La scelta di mantenere un certo livello di liquidità in un portafoglio è pienamente giustificata, ma gli investitori tendono a pagare troppo per questa opzione mentre sottostimano gli extrarendimenti offerti dalle attività più illiquide. La sopravvalutazione della liquidità sembra essere maggiore nel comparto azionario rispetto a quello obbligazionario, in parte perché nel primo i prezzi sono fortemente influenzati dalle "storie", mentre nel secondo la determinazione dei prezzi è una questione puramente matematica.
Sid Browne: Secondo la teoria economica, l'accettazione di attività illiquide in portafoglio presuppone il riconoscimento di un premio di rischio. Quali sono i risultati dei suoi studi a riguardo?
Roger Ibbotson: Vorrei iniziare precisando che le azioni oggetto del mio studio sono in realtà quelle quotate in borsa. Esiste sicuramente un ampio ventaglio di gradi di liquidità, ma si tratta sempre e comunque di titoli liquidi. C'è un solido motivo teorico per cui ci si attende che le azioni meno liquide – in realtà le attività poco liquide di qualsiasi tipo – presentino valutazioni più basse. Gli investitori vogliono liquidità, e sono disposti a pagare per averla.
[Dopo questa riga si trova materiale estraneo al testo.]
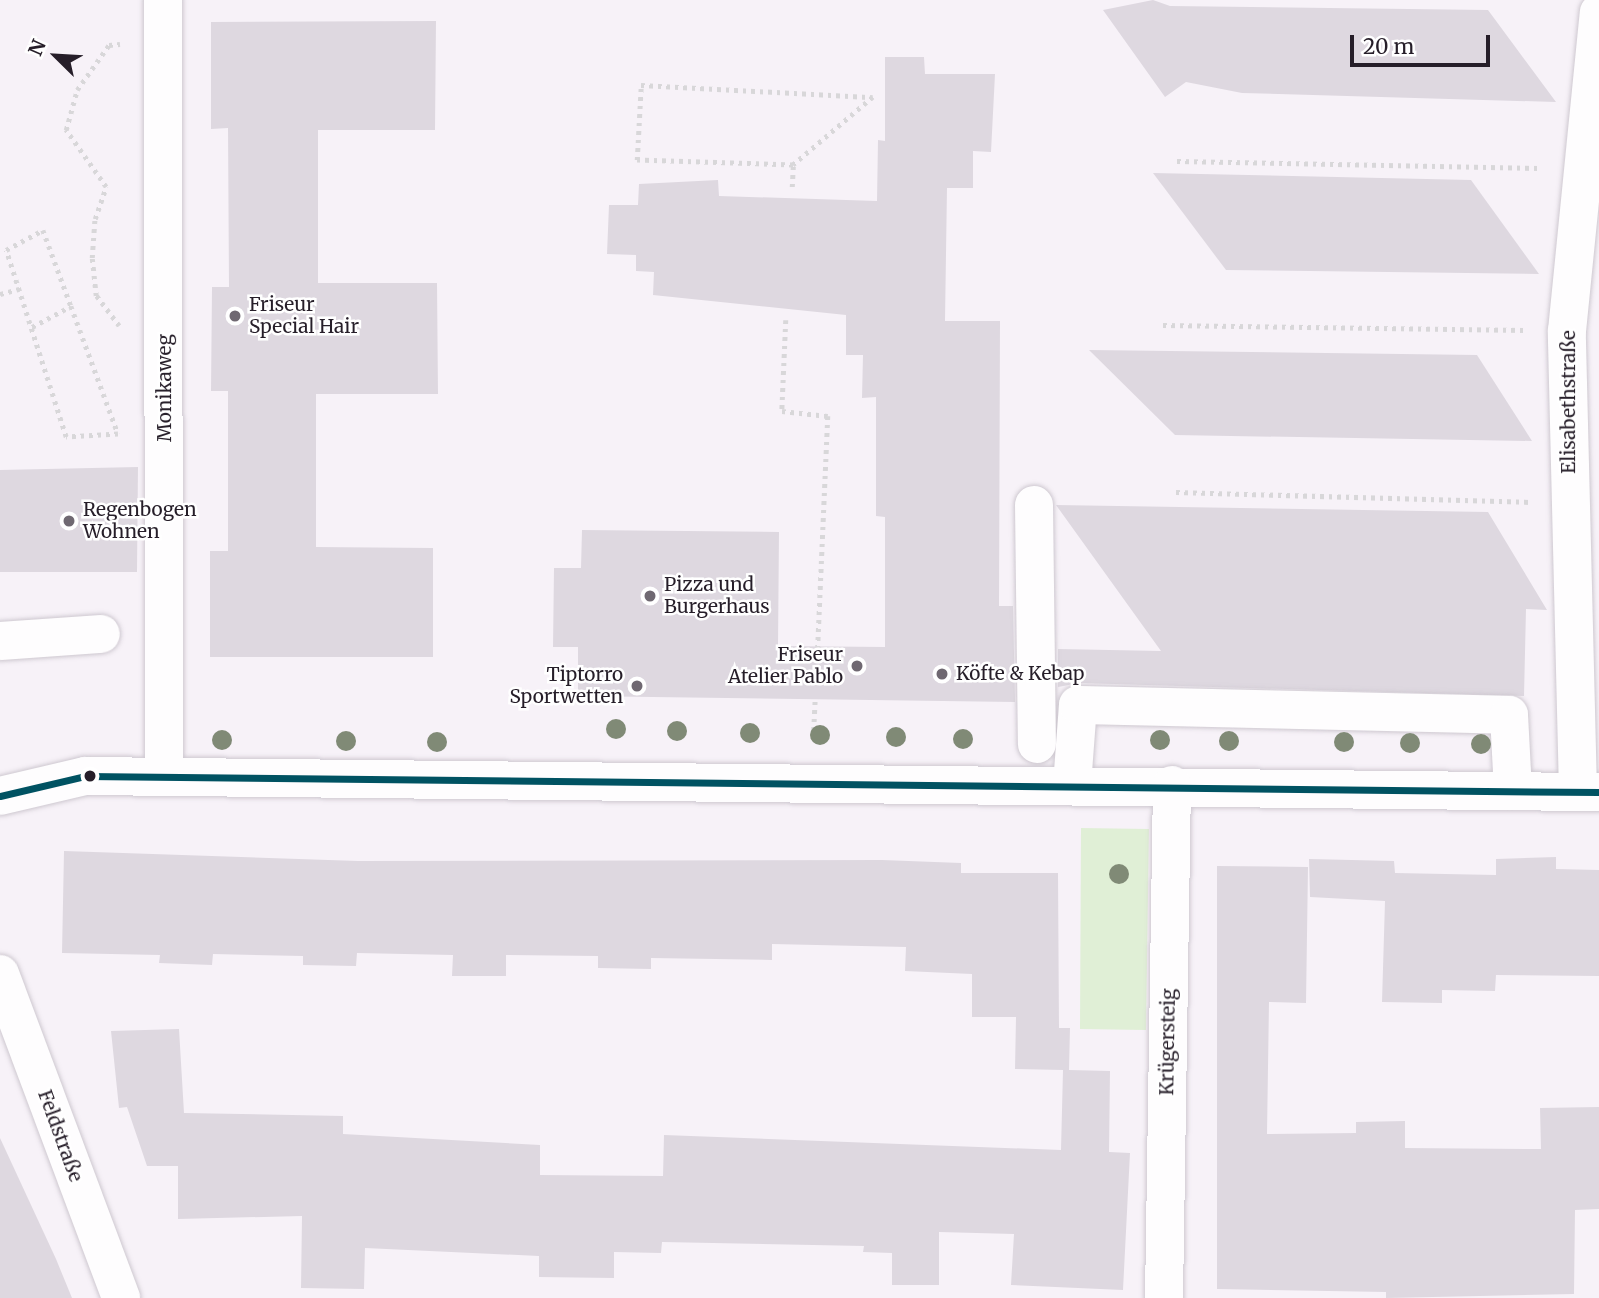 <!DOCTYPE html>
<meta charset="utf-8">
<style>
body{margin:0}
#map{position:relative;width:1599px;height:1298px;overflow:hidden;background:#f7f2f8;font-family:Merriweather,serif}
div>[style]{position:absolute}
.green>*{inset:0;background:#e0efd6}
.building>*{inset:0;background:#ded8e0}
.path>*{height:4.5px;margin-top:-2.25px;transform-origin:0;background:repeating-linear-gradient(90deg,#d8d7d9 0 3.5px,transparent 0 8.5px)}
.roads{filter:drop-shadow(0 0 2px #cec8d0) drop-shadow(0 0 2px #cec8d0)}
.minor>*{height:38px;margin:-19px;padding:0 19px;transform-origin:19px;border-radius:19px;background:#fefdfe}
.bus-1>*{height:7px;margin:-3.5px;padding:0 3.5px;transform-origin:3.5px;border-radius:3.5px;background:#005262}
.trees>*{width:20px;height:20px;margin:-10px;border-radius:50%;background:#808a76}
.dots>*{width:19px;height:19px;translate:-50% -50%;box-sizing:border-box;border:4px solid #fff;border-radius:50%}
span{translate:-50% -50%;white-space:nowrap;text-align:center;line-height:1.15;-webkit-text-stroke:5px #fff;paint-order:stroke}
.poi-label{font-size:19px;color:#261e29}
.left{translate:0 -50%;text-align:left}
.right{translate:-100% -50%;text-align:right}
.street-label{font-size:19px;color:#261e29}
.north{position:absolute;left:21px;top:21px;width:70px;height:70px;-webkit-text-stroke:5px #fff;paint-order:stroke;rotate:294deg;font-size:19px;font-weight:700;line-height:28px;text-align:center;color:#261e29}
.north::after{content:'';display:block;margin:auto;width:24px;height:32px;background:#261e29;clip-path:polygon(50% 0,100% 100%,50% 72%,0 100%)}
.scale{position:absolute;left:1350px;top:35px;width:140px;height:32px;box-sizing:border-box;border:4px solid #261e29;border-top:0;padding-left:9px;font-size:21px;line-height:24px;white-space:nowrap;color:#261e29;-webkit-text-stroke:5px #fff;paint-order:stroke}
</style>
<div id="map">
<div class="green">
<i style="clip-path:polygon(1081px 828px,1149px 829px,1146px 1030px,1080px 1029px)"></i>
</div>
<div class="building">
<i style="clip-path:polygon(1153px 0,1170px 6px,1488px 10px,1556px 102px,1242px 93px,1186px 82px,1165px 97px,1103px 10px)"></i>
<i style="clip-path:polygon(436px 21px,435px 130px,318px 130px,318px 283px,437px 283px,438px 394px,316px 394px,316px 547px,433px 548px,433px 657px,210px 657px,210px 551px,228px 551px,228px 391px,211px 391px,212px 287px,229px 287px,228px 128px,211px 129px,211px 22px)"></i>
<i style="clip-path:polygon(885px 57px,924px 57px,925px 74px,995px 74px,991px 152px,973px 151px,973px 188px,947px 188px,945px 321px,1000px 321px,999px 606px,1013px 606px,1015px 702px,578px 696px,578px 647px,553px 647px,554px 568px,581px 568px,582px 530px,779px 532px,778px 646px,885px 647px,885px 517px,876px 516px,876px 397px,862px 398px,863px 355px,846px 355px,846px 315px,653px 295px,654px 272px,636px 271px,636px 255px,607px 254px,609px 205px,638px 205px,639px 184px,718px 180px,719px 196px,877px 201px,878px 140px,885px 141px)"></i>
<i style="clip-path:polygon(1153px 173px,1471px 180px,1539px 274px,1226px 270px)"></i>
<i style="clip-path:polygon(1089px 350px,1477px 355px,1532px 441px,1175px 435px)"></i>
<i style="clip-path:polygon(138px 467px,137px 572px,0 572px,0 470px)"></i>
<i style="clip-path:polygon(1056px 505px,1488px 512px,1547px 610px,1526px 609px,1524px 696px,1079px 683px,1058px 687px,1058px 649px,1161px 651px)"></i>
<i style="clip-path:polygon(64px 851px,358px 861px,882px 860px,961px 863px,961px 873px,1058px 873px,1059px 1028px,1070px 1028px,1069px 1070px,1110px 1071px,1109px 1152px,1130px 1153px,1123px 1290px,1011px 1285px,1014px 1234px,939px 1232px,939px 1285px,892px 1285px,892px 1253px,863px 1252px,864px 1246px,662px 1242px,661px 1253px,614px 1252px,614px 1278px,539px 1277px,539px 1256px,365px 1248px,364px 1289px,301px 1288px,302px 1216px,178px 1219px,178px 1166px,147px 1166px,127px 1107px,119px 1108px,111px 1031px,179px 1029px,184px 1113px,343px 1116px,343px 1134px,540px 1145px,540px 1175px,663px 1176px,664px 1135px,1061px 1150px,1063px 1070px,1015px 1069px,1016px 1017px,972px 1017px,972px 974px,905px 971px,906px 947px,772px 944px,772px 960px,651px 958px,651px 969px,598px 968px,598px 956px,506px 955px,506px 976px,452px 976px,453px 955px,357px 953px,356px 966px,303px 965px,303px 956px,213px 954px,212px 965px,159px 963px,160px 955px,62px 953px)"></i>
<i style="clip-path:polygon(1556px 857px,1556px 869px,1599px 870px,1599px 976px,1496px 975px,1495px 991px,1442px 990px,1442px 1003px,1382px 1002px,1385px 901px,1310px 897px,1309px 859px,1394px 861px,1395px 873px,1496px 875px,1496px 859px)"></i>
<i style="clip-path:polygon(1217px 866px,1308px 867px,1306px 1003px,1269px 1002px,1267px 1134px,1356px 1133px,1356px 1122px,1405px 1121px,1405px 1148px,1541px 1149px,1540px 1108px,1599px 1107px,1599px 1209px,1575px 1210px,1574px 1294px,1386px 1298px,1386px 1292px,1217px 1289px)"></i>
<i style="clip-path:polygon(0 1138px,56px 1259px,72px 1298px,0 1298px)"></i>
</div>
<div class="path">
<i style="left:1177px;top:161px;width:362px;rotate:1.1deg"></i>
<i style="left:792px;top:187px;width:22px;rotate:-87deg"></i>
<i style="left:793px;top:165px;width:156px;rotate:-178.2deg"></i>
<i style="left:637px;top:160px;width:75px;rotate:-86.9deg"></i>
<i style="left:641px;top:85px;width:232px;rotate:3deg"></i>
<i style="left:873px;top:97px;width:105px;rotate:139.6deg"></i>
<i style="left:43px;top:230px;width:81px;rotate:69.8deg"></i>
<i style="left:71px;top:306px;width:136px;rotate:69.8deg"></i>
<i style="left:118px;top:434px;width:52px;rotate:176.7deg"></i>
<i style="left:66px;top:437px;width:196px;rotate:-107.8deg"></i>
<i style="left:6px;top:250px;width:42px;rotate:-28.4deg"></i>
<i style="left:0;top:294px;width:20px;rotate:-15deg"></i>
<i style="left:786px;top:320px;width:91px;rotate:92.5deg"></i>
<i style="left:782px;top:411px;width:46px;rotate:6.2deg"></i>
<i style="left:828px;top:416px;width:231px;rotate:92.5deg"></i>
<i style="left:1163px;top:325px;width:362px;rotate:0.8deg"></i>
<i style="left:119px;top:326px;width:38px;rotate:-127deg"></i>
<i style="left:96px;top:296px;width:38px;rotate:-96deg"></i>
<i style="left:92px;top:258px;width:39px;rotate:-86deg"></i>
<i style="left:95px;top:219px;width:34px;rotate:-71deg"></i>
<i style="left:106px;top:187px;width:70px;rotate:-125.1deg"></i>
<i style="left:66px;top:130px;width:41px;rotate:-74.6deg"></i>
<i style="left:77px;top:90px;width:55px;rotate:-54.6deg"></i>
<i style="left:109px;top:45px;width:11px;rotate:-5deg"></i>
<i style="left:32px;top:327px;width:44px;rotate:-28.3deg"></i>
<i style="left:1176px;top:492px;width:354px;rotate:1.6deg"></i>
<i style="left:813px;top:739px;width:41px;rotate:-87.2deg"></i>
</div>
<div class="roads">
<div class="minor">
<i style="left:163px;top:0;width:777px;rotate:89.93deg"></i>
<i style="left:1034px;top:505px;width:239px;rotate:89.3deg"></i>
<i style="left:0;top:641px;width:101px;rotate:-4deg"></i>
<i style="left:1072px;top:785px;width:80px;rotate:-85.7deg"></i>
<i style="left:1078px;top:705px;width:431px;rotate:1.3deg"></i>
<i style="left:1509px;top:715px;width:76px;rotate:87deg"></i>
<i style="left:1578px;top:792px;width:461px;rotate:-91.4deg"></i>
<i style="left:1567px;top:331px;width:320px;rotate:-84.3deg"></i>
<i style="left:0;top:796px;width:87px;rotate:-13.2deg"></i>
<i style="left:85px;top:776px;width:1514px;rotate:0.61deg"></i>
<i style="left:0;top:974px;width:346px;rotate:69.5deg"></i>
<i style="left:1164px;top:1298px;width:513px;rotate:-89.11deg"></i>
</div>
</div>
<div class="bus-1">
<i style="left:0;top:796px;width:87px;rotate:-13.2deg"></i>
<i style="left:85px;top:776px;width:1514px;rotate:0.61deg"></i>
</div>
<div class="trees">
<i style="left:616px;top:729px"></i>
<i style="left:677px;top:731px"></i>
<i style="left:750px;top:733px"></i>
<i style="left:820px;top:735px"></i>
<i style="left:896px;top:737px"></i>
<i style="left:963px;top:739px"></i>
<i style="left:222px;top:740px"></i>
<i style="left:1160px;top:740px"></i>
<i style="left:346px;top:741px"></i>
<i style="left:1229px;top:741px"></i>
<i style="left:437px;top:742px"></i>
<i style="left:1344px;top:742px"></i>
<i style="left:1410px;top:743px"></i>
<i style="left:1481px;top:744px"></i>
<i style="left:1119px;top:874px"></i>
</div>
<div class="dots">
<i style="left:235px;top:316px;background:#6f6871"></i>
<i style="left:69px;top:521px;background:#6f6871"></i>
<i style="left:650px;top:596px;background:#6f6871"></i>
<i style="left:857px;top:666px;background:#6f6871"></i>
<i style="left:942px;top:674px;background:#6f6871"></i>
<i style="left:637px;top:686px;background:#6f6871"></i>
<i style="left:90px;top:776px;background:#261e29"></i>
</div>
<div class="poi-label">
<span class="left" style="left:249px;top:316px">Friseur<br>Special Hair</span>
<span class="left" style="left:83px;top:521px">Regenbogen<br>Wohnen</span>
<span class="left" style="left:664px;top:596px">Pizza und<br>Burgerhaus</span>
<span class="right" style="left:843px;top:666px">Friseur<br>Atelier Pablo</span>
<span class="left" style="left:956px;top:674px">Köfte &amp; Kebap</span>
<span class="right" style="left:623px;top:686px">Tiptorro<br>Sportwetten</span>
</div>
<div class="street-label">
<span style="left:165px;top:388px;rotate:-90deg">Monikaweg</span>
<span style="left:1569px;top:402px;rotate:-90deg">Elisabethstraße</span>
<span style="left:1168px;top:1042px;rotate:-89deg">Krügersteig</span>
<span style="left:60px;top:1136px;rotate:70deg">Feldstraße</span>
</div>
<div class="north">N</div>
<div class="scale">20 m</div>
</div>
Un aspetto particolarmente interessante sui mercati liquidi è il fatto che la rinuncia a una componente esigua di liquidità può produrre un impatto sorprendentemente elevato – acquistando ad esempio azioni che vengono scambiate ogni ora invece che, diciamo, ogni minuto.
José Antonio Blanco: Possiamo legare questo fenomeno al premio di rischio oppure si tratta del risultato di un'inefficienza di mercato, nel senso che gli investitori si concentrano soltanto su determinate società?